Chroniques de Philippe Curval

Peter Watts : Vision aveugle

(Blindsight, 2006)

roman de Science-Fiction

chronique par Philippe Curval, 2009

par ailleurs :

Le thème de la rencontre avec une entité venue d'ailleurs est consubstantiel à la Science-Fiction. Mais depuis Rendez-vous avec Rama, le chef-d'œuvre d'Arthur C. Clarke, peu d'écrivains ont atteint ce niveau d'intelligence et de complexité que déploie Peter Watts dans Vision aveugle.

Comment communiquer avec une espèce supérieure, apparemment dépourvue de projet, vivant dans l'espace au sein d'un artefact insaisissable, qui évoque au mieux un test de Rorschach ? C'est tout le problème que se pose l'équipage du Thésée, vaisseau terrien dont les membres semblent autant de spécialistes caractériels — surtout le récitant qui, privé de la moitié de son cerveau, ne connaît pas l'empathie. En arrachant un extraterrestre au vaisseau, peut-on parvenir à lui transmettre et à recevoir des informations grâce à la “Chambre chinoise” ? Principe qui devrait permettre d'établir une conversation en usant de symboles sans signification ? Ou bien faut-il utiliser la torture ?

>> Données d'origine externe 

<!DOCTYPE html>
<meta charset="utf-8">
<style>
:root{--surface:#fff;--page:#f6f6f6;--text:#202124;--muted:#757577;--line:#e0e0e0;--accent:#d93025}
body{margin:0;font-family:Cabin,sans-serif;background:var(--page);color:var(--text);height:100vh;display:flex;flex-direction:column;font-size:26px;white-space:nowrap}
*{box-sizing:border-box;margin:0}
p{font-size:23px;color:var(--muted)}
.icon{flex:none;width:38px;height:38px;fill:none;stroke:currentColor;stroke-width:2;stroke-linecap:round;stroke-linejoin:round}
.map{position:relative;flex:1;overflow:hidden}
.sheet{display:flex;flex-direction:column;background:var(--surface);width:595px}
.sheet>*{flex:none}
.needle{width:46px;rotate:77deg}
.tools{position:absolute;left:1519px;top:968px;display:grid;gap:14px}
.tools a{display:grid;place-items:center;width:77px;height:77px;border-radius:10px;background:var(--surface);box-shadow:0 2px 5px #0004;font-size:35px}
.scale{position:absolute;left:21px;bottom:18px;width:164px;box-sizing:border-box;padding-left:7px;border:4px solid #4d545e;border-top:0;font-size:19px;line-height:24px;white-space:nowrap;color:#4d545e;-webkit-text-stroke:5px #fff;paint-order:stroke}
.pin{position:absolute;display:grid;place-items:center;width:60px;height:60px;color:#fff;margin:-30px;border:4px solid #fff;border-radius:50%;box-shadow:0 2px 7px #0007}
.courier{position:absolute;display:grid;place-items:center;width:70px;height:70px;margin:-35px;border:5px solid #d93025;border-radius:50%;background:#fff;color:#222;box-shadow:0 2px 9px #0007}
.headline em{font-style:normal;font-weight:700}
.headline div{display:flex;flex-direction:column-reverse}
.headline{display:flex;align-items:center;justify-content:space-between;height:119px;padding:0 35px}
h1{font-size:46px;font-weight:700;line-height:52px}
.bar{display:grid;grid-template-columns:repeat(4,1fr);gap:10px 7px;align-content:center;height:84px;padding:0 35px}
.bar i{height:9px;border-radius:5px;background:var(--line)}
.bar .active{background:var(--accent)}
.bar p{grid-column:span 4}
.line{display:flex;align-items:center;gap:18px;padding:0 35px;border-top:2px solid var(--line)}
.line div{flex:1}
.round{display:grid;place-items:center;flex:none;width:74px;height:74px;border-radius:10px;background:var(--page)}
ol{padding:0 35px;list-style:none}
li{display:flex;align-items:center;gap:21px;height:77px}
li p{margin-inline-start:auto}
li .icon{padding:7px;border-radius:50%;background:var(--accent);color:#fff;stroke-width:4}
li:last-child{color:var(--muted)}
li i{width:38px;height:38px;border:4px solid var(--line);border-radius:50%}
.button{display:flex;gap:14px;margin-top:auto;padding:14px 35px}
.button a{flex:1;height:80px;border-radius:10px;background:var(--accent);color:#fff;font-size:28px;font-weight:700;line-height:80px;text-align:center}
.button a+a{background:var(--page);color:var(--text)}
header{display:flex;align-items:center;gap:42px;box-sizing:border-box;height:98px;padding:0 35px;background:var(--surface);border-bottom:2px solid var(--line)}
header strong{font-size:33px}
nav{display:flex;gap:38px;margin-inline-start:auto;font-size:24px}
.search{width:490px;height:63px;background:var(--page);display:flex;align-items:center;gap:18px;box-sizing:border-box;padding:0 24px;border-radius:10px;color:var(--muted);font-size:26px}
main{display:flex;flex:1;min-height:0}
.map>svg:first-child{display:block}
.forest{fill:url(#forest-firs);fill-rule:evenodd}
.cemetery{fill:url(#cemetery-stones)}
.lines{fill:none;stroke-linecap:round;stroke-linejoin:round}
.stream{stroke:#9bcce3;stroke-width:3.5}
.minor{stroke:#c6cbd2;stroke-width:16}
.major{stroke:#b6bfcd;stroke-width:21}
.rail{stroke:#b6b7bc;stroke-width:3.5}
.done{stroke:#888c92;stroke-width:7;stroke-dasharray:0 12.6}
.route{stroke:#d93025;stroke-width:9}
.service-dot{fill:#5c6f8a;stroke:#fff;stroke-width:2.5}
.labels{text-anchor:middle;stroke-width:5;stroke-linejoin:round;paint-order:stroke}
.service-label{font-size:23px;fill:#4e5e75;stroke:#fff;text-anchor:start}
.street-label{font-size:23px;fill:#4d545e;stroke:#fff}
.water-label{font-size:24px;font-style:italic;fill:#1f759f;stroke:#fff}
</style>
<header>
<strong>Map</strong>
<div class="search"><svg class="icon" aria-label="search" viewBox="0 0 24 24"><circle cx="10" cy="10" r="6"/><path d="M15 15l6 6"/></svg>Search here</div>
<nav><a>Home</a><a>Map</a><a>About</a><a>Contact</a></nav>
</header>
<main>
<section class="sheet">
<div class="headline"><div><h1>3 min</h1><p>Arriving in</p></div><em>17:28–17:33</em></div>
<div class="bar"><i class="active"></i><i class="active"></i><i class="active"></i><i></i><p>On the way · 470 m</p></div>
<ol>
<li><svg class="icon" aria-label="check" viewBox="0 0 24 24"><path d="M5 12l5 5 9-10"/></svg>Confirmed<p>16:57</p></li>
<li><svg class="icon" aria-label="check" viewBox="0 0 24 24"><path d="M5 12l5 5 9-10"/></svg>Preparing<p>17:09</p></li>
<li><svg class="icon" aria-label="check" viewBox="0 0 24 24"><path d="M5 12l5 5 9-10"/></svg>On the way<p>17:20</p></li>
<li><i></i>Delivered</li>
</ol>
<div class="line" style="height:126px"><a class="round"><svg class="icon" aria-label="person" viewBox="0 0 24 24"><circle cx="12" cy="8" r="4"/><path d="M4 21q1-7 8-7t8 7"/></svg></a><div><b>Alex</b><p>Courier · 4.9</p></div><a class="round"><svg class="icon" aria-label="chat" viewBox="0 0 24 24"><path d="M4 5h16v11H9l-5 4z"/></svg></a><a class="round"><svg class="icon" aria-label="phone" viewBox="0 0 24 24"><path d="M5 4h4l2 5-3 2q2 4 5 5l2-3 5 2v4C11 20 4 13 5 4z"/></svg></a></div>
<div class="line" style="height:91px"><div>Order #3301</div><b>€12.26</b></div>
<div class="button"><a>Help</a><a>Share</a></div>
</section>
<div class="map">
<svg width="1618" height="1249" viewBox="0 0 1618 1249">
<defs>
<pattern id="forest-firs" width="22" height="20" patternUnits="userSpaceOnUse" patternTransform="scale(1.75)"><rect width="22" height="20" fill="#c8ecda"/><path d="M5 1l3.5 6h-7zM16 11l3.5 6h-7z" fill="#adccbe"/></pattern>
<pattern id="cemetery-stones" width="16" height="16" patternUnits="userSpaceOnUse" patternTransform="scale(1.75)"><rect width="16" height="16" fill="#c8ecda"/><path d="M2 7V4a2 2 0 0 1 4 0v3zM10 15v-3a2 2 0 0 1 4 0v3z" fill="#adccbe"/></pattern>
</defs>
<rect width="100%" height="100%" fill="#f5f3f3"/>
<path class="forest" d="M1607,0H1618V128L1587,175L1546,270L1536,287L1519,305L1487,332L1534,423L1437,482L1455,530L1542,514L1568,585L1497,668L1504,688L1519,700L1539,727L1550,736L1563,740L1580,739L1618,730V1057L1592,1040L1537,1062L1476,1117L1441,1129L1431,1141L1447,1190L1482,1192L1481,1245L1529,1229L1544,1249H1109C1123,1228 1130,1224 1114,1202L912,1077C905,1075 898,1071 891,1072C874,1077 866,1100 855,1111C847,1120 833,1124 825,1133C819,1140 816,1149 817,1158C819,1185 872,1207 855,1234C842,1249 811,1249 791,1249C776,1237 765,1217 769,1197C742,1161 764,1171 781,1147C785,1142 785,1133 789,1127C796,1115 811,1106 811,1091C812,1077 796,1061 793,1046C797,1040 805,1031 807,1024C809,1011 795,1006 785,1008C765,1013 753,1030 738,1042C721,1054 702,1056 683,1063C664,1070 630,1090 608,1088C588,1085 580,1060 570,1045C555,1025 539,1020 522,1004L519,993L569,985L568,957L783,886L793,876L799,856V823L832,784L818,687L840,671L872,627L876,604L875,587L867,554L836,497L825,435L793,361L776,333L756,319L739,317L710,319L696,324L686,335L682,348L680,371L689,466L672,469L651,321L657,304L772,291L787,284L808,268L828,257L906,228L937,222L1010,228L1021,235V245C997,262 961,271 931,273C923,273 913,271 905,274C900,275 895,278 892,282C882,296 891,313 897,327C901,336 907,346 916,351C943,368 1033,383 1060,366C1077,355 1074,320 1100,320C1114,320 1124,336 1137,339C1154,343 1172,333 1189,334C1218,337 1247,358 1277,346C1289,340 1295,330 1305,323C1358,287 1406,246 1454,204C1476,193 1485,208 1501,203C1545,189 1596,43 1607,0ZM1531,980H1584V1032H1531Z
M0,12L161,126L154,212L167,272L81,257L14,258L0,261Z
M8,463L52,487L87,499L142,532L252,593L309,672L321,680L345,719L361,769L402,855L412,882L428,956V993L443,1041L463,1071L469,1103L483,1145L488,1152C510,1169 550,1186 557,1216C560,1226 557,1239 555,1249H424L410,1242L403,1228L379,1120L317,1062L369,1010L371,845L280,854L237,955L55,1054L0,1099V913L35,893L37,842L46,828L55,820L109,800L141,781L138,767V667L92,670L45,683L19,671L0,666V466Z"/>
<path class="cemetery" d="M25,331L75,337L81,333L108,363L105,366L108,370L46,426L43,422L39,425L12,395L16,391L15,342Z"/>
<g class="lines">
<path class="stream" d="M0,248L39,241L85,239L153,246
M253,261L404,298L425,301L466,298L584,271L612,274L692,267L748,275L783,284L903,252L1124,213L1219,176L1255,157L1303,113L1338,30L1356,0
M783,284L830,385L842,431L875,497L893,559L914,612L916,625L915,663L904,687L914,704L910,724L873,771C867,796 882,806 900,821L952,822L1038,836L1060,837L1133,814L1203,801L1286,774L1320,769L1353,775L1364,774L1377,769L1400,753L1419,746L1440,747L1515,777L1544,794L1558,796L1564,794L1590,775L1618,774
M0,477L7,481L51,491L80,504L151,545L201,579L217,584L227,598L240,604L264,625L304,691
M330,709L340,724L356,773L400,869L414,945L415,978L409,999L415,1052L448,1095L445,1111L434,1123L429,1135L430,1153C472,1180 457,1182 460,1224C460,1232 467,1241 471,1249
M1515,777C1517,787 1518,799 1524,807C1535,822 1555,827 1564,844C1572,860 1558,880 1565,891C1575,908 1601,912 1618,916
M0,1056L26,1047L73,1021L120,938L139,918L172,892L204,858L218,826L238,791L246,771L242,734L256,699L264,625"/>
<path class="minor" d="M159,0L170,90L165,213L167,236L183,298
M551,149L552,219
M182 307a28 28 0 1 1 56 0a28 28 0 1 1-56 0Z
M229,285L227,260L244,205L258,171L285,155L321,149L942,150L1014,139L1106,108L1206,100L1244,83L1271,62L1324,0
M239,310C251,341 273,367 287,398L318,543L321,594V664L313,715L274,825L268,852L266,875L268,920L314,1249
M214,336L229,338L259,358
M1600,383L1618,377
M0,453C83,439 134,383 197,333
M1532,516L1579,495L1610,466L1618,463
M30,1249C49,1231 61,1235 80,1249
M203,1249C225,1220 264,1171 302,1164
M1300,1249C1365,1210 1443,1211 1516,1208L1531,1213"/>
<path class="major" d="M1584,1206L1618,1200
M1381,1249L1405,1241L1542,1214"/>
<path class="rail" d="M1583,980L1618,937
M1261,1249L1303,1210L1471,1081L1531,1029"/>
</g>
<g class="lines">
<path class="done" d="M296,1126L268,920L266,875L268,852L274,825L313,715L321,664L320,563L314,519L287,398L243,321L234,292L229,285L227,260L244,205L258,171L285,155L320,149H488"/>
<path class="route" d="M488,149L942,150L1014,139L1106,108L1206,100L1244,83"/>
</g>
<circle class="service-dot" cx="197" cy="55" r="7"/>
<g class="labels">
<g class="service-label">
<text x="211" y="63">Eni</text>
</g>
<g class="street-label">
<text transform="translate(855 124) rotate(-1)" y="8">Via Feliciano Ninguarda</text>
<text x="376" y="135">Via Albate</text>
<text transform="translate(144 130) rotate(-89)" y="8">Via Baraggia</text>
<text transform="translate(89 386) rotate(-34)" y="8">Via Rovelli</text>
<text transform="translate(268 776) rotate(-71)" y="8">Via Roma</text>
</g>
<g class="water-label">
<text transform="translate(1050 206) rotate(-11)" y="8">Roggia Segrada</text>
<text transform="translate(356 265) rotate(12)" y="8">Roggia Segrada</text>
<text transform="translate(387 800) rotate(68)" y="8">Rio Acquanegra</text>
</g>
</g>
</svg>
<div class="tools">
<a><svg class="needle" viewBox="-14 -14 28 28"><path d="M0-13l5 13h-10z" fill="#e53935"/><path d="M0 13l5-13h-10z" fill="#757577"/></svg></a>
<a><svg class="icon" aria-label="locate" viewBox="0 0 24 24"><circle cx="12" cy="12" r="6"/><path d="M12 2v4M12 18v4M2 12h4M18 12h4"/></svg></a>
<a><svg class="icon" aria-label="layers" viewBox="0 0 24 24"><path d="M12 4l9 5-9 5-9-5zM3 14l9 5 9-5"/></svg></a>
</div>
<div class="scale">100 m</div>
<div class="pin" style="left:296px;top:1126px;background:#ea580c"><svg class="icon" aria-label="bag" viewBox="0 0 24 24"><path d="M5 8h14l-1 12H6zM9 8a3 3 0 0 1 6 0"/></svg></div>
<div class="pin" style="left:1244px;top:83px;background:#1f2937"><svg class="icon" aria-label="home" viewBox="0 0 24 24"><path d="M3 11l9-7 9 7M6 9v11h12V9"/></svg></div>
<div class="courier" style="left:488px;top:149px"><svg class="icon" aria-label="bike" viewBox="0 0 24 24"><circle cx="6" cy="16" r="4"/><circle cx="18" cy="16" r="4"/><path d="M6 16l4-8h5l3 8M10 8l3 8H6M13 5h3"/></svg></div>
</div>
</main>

À partir de ces données, Watts va enchaîner les situations insolites, les conflits énigmatiques dans un flot verbal qui marie le lyrisme à la science, les théories de l'absurde à la réflexion philosophique. Emportés par une sorte de folie supérieure qui fait “craquer” les concepts les mieux établis, nous pénétrons peu à peu les arcanes du sujet qu'il traite en filigrane. Aucun système ne peut se comprendre lui-même. La conscience de soi résulte du fait que nous voyons le monde en aveugles. À la rigueur nous ne sommes que des métaphores de nous-mêmes. C'est pourquoi la vie humaine n'est qu'un mensonge accepté.

Philippe Curval → le Magazine littéraire, nº 488, juillet-août 2009

Paul McAuley : Cowboy angels

(Cowboy angels, 2007)

roman de Science-Fiction

chronique par Philippe Curval, 2009

par ailleurs :

« D'après la montre, il était onze heures vingt. Stone avait perdu cinq heures quelque part. »

« Je ne peux plus y retourner, parce que, pour ainsi dire, j'y suis déjà. »

Grâce à ces formules à l'emporte-pièce que McAuley distille avec un savoir-faire accompli, Cowboy angels s'affirme comme une œuvre libérée des stéréotypes de la Science-Fiction. Balayant ces longues explications qui font mordre la poussière au récit, il démontre avec brio comment conjectures et spéculations, même les plus paradoxales, s'ancrent dans la réalité ; par le simple jeu de l'écriture et d'un scénario bien construit, l'ellipse, le non-dit servent de support à l'imagination.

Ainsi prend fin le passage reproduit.